Common configuration areas include:

| Area               | Controls                                                               |
| ------------------ | ---------------------------------------------------------------------- |
| Strategy           | Whether to use `SIMPLE` or `DEEP`.                                     |
| Tier limits        | How many insights, items, and Raw Data captions to retrieve.           |
| Fusion scoring     | How vector, keyword, temporal, graph, and thread signals are weighted. |
| Graph assist       | Whether graph-connected memory can be added.                           |
| Thread assist      | Whether long-running topic context can be added.                       |
| Temporal retrieval | Whether time-aware retrieval is used.                                  |
| Rerank             | Whether deep retrieval can rerank final candidates.                    |
| Timeout            | How long retrieval may run.                                            |
| Cache              | Whether repeated retrieval requests can reuse cached results.          |
| Trace              | Whether retrieval traces are collected for debugging.                  |

Start with the default configuration. Tune only when retrieval traces show a clear need.

## Retrieve by scope or category

Use a `RetrievalRequest` when you want to restrict retrieval scope.

For user memory:

```java theme={null}
var request = RetrievalRequest.userMemory(
    memoryId,
    "What does the user prefer?",
    RetrievalConfig.Strategy.SIMPLE
);

var result = memory.retrieve(request).block();
```

For agent memory:

```java theme={null}
var request = RetrievalRequest.agentMemory(
    memoryId,
    "What tool usage patterns should the agent remember?",
    RetrievalConfig.Strategy.SIMPLE
);

var result = memory.retrieve(request).block();
```

You can also retrieve by memory categories.

```java theme={null}
var request = RetrievalRequest.byCategories(
    memoryId,
    "What reusable workflow should the agent follow?",
    Set.of(MemoryCategory.PLAYBOOK),
    RetrievalConfig.Strategy.DEEP
);

var result = memory.retrieve(request).block();
```

Use filters when you know the query should target a specific memory scope or category.

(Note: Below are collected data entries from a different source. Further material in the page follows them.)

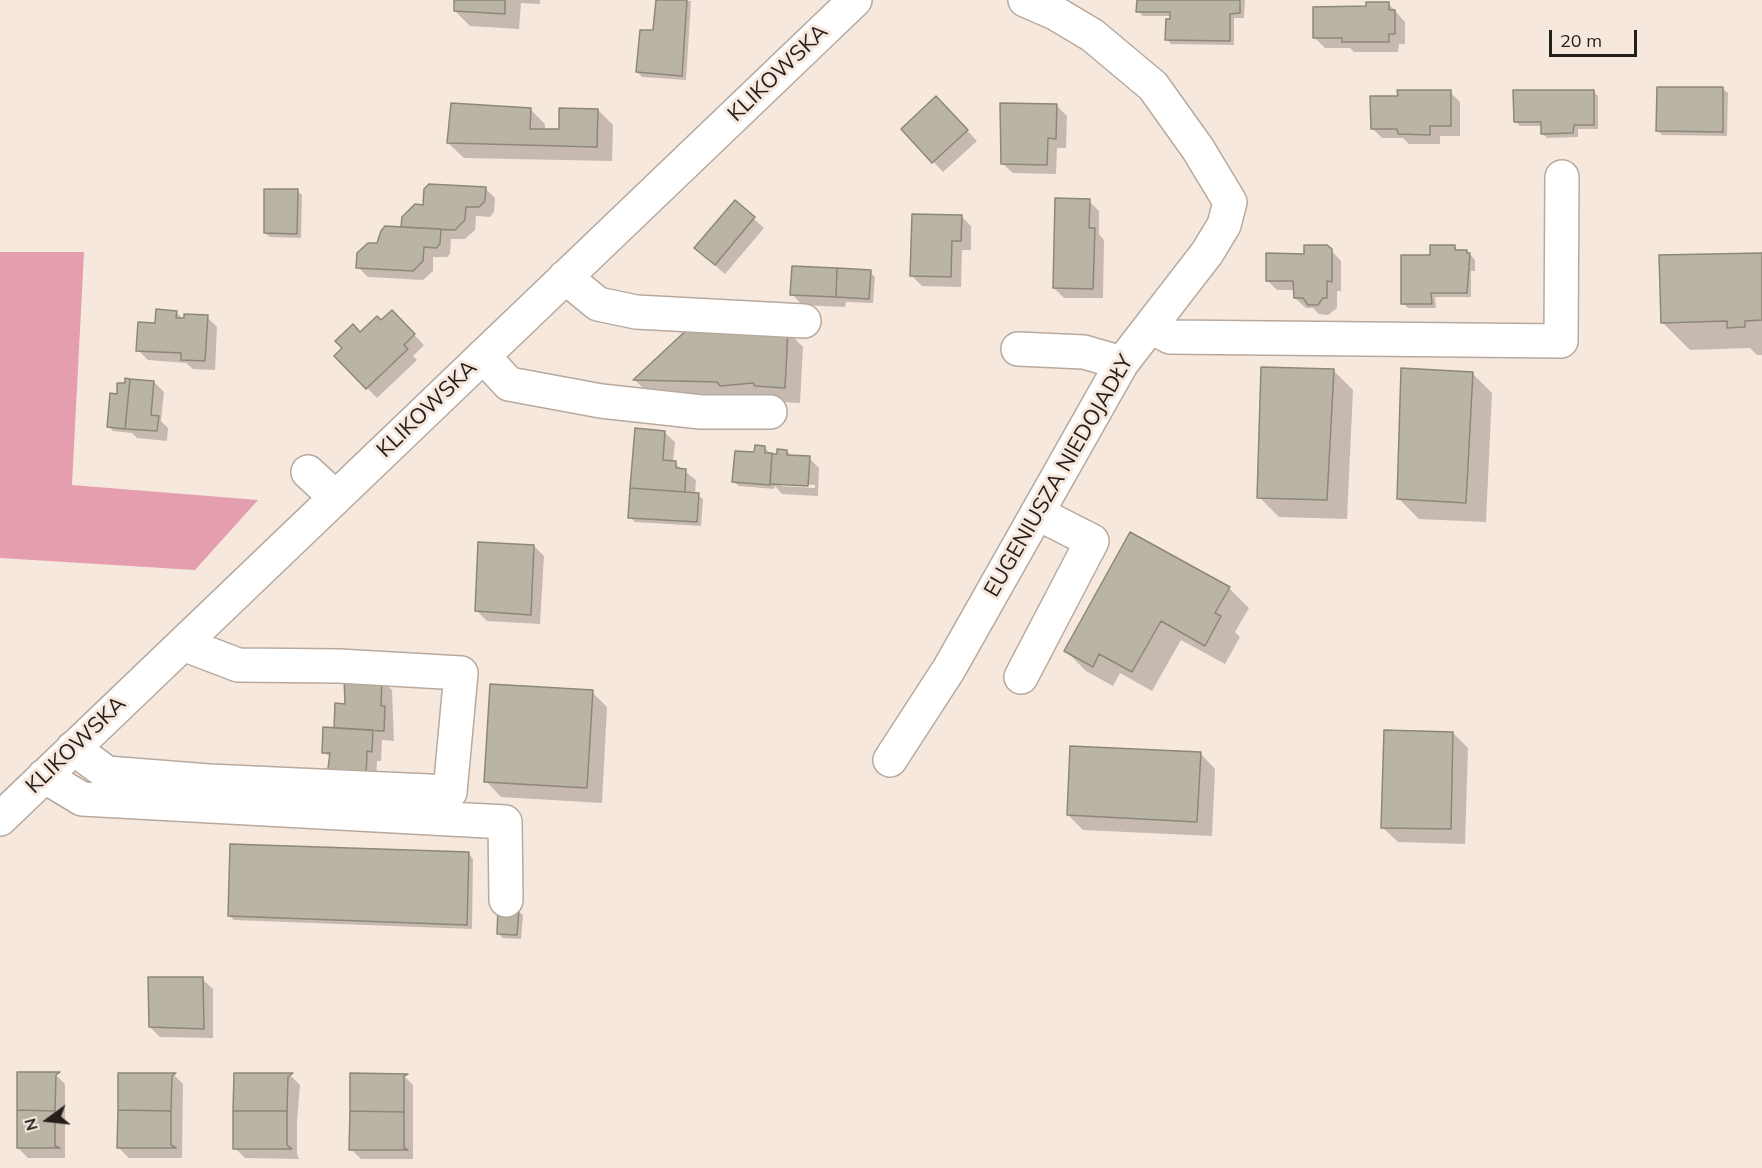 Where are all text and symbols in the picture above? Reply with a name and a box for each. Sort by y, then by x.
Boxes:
scale bar [1552,18,1640,56]
street label: KLIKOWSKA [722,19,834,127]
text: 20 m [1560,29,1602,52]
street label: EUGENIUSZA NIEDOJADŁY [979,350,1139,602]
street label: KLIKOWSKA [371,355,483,463]
street label: KLIKOWSKA [20,691,132,799]
north arrow [18,1090,78,1150]
text: N [19,1116,42,1133]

## Debug with retrieval traces

Memory retrieval can be difficult to debug. Memind provides retrieval traces so developers can inspect what happened during retrieval.

A trace can help answer:

* which strategy was used
* what query was executed
* whether cache was used
* which retrieval channels ran
* whether keyword search returned candidates
* whether temporal retrieval activated
* whether graph assist changed the result
* whether memory-thread assist changed the result
* whether `DEEP` triggered query expansion
* whether reranking was applied
* why a specific item appeared in the final result

Use traces when retrieval feels incomplete, noisy, or surprising.

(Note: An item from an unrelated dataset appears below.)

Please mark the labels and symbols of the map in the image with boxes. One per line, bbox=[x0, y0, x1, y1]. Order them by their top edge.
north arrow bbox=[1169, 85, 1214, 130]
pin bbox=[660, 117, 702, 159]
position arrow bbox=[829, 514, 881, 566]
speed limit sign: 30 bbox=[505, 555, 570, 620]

Instead of treating memory as a black box, inspect the retrieval path and tune configuration based on evidence.

## Best practices

Start simple:

* Use `SIMPLE` as the default strategy.
* Use `DEEP` only when the query is complex or quality matters more than latency.
* Do not use `DEEP` for every chatbot turn unless latency is acceptable.

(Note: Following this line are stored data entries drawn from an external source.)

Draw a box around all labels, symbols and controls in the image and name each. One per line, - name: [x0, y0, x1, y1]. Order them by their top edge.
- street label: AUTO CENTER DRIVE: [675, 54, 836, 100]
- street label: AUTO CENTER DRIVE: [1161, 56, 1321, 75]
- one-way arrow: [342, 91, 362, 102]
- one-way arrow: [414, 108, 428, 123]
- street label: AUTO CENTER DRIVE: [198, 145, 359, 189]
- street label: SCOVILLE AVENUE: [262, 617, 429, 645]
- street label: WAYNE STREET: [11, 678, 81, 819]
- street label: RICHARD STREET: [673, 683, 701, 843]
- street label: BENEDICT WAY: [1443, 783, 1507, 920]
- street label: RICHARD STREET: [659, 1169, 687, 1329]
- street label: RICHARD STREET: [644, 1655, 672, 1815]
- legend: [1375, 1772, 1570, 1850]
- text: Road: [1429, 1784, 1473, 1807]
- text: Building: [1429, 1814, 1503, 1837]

Write focused retrieval queries:

* Ask retrieval for the memory you need, not the whole user prompt.
* Keep the query short enough to express intent clearly.
* Preserve useful time expressions such as "last week", "recently", or "before the release".

Use the result as context:

* Use `formattedResult()` as the default prompt context format.
* Include memory only when the result is not empty.
* Let insights guide behavior, items support facts, and captions provide source context.

Debug before tuning:

* Inspect retrieval traces before changing top-k or scoring settings.
* Check whether the missing information was extracted first.
* Check Raw Data and Memory Items if retrieval cannot find expected context.

Choose the right memory scope:

* Use user memory for user preferences, facts, and history.
* Use agent memory for directives, tool experience, playbooks, and resolutions.
* Use category filters when you know what type of memory the query needs.